> WHAT THE EXERCISE ASKS:
Look in the data below for the line that contains "Convert the screen". Copy that line and the remaining lines exactly.

> RECORDS PROVIDED:

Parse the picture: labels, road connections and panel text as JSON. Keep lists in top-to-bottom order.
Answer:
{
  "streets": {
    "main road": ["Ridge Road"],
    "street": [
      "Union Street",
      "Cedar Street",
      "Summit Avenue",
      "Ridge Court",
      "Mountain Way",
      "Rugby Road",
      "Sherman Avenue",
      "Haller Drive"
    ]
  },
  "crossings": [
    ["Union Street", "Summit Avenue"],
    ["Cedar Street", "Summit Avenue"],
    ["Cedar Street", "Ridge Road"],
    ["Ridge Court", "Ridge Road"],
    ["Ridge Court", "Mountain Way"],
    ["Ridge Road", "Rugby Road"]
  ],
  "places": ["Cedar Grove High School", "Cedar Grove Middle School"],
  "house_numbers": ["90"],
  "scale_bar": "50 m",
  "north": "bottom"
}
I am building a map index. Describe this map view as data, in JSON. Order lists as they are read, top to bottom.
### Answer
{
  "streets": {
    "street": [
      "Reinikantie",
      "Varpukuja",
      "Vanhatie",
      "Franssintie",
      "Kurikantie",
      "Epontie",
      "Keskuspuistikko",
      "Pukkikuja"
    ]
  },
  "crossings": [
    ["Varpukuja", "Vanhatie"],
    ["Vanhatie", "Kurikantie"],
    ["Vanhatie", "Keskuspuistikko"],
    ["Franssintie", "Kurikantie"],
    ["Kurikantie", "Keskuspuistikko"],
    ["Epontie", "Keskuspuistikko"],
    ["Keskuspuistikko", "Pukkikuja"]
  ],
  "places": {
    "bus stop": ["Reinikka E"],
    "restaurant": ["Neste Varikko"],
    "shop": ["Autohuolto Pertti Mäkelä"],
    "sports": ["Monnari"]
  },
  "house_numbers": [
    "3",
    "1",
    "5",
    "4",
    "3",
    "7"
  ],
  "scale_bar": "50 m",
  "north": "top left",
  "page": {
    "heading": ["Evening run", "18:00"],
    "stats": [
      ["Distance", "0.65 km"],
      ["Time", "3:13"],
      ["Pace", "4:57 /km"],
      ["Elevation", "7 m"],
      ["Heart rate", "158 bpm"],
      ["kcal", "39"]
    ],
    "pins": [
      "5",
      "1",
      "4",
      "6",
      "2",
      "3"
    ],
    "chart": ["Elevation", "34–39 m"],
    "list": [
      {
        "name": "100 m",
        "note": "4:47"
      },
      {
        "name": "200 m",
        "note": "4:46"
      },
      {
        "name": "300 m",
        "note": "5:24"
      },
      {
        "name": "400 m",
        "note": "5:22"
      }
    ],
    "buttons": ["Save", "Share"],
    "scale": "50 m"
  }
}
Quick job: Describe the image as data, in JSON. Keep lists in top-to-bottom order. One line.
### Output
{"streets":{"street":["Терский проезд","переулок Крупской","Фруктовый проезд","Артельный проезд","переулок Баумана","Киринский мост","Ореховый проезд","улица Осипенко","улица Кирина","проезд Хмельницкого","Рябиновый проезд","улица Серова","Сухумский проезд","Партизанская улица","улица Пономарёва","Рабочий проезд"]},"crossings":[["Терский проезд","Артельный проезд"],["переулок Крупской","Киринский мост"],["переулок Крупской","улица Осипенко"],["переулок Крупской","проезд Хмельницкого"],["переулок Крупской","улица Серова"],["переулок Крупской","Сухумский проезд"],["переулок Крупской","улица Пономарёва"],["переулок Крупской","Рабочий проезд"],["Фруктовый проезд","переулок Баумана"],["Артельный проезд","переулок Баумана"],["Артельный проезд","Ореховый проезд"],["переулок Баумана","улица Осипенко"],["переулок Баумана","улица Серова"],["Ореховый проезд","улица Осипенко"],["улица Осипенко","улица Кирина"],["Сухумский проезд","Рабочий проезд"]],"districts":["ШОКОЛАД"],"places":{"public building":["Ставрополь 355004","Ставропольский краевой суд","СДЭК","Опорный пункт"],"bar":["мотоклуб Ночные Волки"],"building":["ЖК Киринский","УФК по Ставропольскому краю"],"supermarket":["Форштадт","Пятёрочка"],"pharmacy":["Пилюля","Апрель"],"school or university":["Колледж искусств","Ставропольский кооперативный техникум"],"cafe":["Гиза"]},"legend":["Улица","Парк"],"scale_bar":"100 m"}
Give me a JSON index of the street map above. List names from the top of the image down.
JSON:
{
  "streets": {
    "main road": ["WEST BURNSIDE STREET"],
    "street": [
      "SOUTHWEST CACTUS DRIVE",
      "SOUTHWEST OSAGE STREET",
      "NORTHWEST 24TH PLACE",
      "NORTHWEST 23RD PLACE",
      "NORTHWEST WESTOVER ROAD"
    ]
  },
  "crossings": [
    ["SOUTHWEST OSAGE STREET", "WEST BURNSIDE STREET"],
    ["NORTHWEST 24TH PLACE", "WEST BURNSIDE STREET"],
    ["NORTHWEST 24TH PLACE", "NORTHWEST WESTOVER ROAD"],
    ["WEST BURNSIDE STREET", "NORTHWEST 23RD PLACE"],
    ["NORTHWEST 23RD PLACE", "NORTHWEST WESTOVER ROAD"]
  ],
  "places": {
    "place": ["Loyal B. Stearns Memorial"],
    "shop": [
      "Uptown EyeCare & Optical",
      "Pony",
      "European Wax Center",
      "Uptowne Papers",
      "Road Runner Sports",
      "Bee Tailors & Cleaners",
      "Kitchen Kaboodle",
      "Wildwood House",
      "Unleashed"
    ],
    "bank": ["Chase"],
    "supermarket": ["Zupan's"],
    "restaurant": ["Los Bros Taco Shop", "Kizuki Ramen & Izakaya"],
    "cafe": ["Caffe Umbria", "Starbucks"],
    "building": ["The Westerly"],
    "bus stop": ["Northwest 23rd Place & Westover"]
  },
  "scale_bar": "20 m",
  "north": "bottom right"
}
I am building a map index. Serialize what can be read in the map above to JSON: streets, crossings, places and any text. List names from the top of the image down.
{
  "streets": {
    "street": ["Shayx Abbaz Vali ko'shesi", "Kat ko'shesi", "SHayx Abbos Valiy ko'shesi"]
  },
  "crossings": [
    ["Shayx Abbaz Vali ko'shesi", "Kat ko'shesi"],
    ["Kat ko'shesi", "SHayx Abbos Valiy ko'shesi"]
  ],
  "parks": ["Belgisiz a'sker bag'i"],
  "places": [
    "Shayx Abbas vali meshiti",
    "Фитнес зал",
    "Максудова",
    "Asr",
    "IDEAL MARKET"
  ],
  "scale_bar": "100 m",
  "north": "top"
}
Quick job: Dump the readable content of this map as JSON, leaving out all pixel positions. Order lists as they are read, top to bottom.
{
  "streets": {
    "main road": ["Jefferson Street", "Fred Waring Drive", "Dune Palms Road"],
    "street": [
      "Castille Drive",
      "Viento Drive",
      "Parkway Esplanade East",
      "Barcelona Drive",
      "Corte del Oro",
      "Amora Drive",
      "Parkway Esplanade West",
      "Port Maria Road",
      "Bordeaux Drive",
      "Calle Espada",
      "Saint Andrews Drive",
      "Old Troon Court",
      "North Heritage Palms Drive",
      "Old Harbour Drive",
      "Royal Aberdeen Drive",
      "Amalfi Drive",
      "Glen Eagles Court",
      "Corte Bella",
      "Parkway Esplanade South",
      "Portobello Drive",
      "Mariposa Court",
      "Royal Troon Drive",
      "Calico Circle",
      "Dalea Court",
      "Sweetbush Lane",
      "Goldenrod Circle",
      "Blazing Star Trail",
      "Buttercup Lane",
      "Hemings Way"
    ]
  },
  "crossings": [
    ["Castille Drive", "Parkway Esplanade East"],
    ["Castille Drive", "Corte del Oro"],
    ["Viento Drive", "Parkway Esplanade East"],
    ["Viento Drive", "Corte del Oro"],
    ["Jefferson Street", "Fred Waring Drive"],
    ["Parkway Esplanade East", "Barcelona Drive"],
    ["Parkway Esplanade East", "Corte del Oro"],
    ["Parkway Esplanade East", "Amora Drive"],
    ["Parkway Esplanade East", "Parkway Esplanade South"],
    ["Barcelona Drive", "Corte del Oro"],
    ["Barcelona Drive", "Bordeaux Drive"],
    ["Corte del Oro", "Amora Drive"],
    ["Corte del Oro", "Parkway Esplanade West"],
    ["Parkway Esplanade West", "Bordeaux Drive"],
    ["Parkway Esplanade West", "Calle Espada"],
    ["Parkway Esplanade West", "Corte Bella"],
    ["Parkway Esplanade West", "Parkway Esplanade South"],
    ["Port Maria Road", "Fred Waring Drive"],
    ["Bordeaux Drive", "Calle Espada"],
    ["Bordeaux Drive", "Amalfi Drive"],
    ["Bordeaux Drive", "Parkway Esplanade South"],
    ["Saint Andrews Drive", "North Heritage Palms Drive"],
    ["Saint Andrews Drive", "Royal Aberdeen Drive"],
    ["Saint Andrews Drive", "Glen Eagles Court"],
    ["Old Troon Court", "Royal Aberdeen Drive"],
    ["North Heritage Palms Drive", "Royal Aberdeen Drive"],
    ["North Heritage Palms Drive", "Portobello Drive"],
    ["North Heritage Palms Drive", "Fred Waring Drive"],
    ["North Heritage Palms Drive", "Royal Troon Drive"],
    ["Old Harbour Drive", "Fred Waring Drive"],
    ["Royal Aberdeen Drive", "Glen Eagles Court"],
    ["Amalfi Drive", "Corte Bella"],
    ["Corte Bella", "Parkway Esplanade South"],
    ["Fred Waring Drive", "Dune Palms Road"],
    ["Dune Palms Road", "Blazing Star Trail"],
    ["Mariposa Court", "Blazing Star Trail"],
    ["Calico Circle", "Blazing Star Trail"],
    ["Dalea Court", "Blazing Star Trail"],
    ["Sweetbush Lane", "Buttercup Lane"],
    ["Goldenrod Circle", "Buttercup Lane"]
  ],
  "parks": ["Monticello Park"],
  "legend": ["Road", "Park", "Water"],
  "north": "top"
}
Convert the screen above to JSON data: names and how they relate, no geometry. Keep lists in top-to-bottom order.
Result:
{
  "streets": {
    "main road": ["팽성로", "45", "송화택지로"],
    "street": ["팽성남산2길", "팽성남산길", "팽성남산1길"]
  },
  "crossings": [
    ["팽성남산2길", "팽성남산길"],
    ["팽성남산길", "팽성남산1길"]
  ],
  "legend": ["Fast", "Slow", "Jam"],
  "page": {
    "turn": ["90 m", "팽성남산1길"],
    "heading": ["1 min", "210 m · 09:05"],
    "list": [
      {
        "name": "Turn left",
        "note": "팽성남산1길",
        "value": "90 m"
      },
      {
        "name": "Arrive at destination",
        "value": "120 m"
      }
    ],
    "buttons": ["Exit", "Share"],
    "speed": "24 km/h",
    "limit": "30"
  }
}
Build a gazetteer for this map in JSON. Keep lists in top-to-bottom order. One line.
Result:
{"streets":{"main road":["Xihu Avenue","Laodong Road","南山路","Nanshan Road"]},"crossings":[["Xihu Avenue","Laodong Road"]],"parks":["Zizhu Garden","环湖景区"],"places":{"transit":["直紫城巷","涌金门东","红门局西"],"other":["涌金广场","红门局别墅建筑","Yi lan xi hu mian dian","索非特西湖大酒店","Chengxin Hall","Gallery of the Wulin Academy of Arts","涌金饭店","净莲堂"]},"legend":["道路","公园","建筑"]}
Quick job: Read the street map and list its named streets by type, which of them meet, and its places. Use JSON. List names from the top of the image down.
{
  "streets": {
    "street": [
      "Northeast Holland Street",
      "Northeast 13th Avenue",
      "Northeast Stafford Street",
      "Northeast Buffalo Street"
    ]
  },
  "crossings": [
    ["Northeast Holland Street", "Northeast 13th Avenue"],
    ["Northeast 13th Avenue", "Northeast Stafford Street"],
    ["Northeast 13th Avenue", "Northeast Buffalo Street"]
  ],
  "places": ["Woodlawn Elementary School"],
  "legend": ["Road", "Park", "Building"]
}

> RESPONSE AREA:
Convert the screen above to JSON data: names and how they relate, no geometry. Keep lists in top-to-bottom order.
Result:
{
  "streets": {
    "main road": ["팽성로", "45", "송화택지로"],
    "street": ["팽성남산2길", "팽성남산길", "팽성남산1길"]
  },
  "crossings": [
    ["팽성남산2길", "팽성남산길"],
    ["팽성남산길", "팽성남산1길"]
  ],
  "legend": ["Fast", "Slow", "Jam"],
  "page": {
    "turn": ["90 m", "팽성남산1길"],
    "heading": ["1 min", "210 m · 09:05"],
    "list": [
      {
        "name": "Turn left",
        "note": "팽성남산1길",
        "value": "90 m"
      },
      {
        "name": "Arrive at destination",
        "value": "120 m"
      }
    ],
    "buttons": ["Exit", "Share"],
    "speed": "24 km/h",
    "limit": "30"
  }
}
Build a gazetteer for this map in JSON. Keep lists in top-to-bottom order. One line.
Result:
{"streets":{"main road":["Xihu Avenue","Laodong Road","南山路","Nanshan Road"]},"crossings":[["Xihu Avenue","Laodong Road"]],"parks":["Zizhu Garden","环湖景区"],"places":{"transit":["直紫城巷","涌金门东","红门局西"],"other":["涌金广场","红门局别墅建筑","Yi lan xi hu mian dian","索非特西湖大酒店","Chengxin Hall","Gallery of the Wulin Academy of Arts","涌金饭店","净莲堂"]},"legend":["道路","公园","建筑"]}
Quick job: Read the street map and list its named streets by type, which of them meet, and its places. Use JSON. List names from the top of the image down.
{
  "streets": {
    "street": [
      "Northeast Holland Street",
      "Northeast 13th Avenue",
      "Northeast Stafford Street",
      "Northeast Buffalo Street"
    ]
  },
  "crossings": [
    ["Northeast Holland Street", "Northeast 13th Avenue"],
    ["Northeast 13th Avenue", "Northeast Stafford Street"],
    ["Northeast 13th Avenue", "Northeast Buffalo Street"]
  ],
  "places": ["Woodlawn Elementary School"],
  "legend": ["Road", "Park", "Building"]
}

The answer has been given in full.